*Activity*:
Gather all lines with "picture" from the records.
━━ The data ━━
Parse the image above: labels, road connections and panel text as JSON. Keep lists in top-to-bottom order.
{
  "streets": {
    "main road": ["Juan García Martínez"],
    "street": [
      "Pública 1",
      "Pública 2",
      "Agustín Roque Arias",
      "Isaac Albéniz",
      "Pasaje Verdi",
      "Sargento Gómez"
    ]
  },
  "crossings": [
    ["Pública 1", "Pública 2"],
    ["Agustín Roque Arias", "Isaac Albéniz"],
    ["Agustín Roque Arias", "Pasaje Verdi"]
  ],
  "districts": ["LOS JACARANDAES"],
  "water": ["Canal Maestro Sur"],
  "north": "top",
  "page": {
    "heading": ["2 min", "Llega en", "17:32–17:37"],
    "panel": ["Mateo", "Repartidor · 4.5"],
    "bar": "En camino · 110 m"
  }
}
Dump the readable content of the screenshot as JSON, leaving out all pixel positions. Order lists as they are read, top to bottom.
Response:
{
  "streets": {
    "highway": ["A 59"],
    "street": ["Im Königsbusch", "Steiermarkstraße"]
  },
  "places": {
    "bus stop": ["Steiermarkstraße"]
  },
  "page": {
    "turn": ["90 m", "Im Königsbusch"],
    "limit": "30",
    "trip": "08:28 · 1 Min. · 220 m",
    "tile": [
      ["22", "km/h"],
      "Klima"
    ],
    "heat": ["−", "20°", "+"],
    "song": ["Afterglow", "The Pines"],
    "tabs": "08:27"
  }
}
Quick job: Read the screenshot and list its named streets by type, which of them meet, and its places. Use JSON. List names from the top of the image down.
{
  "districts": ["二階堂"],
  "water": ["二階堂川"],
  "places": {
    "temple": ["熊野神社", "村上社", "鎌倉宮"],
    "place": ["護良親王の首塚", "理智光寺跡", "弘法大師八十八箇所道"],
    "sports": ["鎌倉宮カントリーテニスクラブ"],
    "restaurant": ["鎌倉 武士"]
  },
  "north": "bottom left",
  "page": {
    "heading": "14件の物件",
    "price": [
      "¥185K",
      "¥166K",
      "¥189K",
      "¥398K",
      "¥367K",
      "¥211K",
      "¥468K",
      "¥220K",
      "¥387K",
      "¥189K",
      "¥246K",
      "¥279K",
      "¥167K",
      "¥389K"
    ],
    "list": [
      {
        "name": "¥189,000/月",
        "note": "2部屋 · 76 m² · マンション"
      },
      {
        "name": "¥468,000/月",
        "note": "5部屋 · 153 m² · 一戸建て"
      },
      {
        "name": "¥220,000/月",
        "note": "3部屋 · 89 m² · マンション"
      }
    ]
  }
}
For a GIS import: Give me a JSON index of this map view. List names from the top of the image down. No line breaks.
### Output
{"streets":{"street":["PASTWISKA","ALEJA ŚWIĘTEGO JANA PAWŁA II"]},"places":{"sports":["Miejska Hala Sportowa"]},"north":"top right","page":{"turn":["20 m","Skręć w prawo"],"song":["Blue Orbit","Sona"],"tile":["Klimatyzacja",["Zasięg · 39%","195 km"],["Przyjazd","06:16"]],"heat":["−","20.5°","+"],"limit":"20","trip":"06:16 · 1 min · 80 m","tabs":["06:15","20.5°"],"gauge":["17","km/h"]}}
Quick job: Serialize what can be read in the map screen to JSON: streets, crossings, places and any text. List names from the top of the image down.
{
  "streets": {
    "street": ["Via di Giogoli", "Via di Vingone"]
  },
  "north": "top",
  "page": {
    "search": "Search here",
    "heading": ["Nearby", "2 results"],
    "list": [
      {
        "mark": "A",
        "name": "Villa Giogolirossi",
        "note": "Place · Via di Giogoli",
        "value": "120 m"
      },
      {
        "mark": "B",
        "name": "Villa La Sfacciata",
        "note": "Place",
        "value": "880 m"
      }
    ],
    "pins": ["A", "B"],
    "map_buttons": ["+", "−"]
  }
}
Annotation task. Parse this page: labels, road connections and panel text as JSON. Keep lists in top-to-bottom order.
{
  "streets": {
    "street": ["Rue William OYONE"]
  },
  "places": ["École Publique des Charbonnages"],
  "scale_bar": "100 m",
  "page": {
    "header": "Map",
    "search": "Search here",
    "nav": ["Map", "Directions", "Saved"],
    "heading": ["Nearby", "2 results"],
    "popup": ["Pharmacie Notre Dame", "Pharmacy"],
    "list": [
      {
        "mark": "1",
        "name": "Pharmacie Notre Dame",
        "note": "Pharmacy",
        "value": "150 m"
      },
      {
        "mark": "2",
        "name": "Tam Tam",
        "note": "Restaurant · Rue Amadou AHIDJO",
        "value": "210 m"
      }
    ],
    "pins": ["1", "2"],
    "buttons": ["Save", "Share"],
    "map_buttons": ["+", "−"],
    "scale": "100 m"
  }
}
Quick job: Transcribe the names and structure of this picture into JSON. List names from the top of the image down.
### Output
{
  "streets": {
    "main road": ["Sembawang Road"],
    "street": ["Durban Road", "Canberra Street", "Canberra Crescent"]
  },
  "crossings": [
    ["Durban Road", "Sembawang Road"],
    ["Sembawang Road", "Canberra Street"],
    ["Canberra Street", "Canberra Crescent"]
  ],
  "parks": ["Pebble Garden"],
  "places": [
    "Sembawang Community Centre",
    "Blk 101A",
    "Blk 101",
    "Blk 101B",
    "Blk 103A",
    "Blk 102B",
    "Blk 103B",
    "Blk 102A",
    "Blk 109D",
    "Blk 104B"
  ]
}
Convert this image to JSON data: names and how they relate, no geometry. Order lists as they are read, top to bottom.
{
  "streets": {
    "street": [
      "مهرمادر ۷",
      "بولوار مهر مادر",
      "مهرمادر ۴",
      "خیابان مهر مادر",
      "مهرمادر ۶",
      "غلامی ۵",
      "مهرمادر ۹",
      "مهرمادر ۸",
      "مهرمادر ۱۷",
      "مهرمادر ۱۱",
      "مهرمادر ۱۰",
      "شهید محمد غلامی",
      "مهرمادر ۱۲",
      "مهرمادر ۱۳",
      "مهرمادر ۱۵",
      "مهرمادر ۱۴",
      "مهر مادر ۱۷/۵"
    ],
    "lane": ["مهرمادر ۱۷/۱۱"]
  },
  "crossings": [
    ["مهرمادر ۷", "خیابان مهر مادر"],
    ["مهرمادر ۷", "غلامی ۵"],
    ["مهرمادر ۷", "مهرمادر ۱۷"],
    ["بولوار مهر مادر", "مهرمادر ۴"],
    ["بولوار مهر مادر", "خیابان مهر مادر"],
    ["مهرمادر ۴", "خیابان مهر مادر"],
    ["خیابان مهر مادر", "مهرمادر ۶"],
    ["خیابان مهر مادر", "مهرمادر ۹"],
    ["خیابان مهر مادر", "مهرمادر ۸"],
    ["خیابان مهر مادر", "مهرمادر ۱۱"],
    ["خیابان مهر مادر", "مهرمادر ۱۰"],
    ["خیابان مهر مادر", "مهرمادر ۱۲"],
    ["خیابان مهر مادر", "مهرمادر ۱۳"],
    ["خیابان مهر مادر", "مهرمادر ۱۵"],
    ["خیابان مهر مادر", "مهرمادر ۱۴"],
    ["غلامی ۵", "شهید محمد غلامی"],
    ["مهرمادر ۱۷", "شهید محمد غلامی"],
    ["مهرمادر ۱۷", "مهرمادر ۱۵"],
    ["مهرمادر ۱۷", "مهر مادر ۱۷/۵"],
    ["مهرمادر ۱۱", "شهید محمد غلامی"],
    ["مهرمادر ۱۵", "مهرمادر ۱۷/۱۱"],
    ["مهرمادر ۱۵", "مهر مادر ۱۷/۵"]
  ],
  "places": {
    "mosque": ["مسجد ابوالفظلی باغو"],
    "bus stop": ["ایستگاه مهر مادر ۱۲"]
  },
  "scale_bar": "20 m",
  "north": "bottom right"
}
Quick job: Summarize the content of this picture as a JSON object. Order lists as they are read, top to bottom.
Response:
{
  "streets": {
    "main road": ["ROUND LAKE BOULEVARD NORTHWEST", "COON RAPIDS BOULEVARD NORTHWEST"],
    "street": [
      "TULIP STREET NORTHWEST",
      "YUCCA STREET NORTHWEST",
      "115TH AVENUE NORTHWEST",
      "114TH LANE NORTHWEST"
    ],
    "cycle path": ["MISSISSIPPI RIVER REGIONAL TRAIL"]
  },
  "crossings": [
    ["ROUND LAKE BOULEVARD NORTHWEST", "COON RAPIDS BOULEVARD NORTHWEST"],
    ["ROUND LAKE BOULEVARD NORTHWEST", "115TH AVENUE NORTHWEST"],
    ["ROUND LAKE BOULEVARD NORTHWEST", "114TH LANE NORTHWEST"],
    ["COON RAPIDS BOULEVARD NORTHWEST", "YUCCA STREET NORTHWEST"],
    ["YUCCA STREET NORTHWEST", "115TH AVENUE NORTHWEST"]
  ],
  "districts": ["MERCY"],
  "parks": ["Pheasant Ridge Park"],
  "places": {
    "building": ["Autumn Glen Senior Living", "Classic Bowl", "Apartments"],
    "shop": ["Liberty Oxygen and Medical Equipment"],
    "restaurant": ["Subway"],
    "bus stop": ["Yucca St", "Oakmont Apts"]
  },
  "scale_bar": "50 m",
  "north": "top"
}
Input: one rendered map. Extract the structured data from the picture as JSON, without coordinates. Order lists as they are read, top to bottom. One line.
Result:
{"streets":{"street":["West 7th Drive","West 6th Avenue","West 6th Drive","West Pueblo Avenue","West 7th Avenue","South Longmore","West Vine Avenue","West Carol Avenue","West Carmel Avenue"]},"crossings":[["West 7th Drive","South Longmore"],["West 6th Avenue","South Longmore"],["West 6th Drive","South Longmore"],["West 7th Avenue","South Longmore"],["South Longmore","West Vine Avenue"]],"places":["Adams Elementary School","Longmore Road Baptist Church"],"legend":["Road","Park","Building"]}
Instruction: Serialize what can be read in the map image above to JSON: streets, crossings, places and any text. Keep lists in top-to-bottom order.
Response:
━━━
*Output of the exercise*:
Quick job: Transcribe the names and structure of this picture into JSON. List names from the top of the image down.
Quick job: Summarize the content of this picture as a JSON object. Order lists as they are read, top to bottom.
Input: one rendered map. Extract the structured data from the picture as JSON, without coordinates. Order lists as they are read, top to bottom. One line.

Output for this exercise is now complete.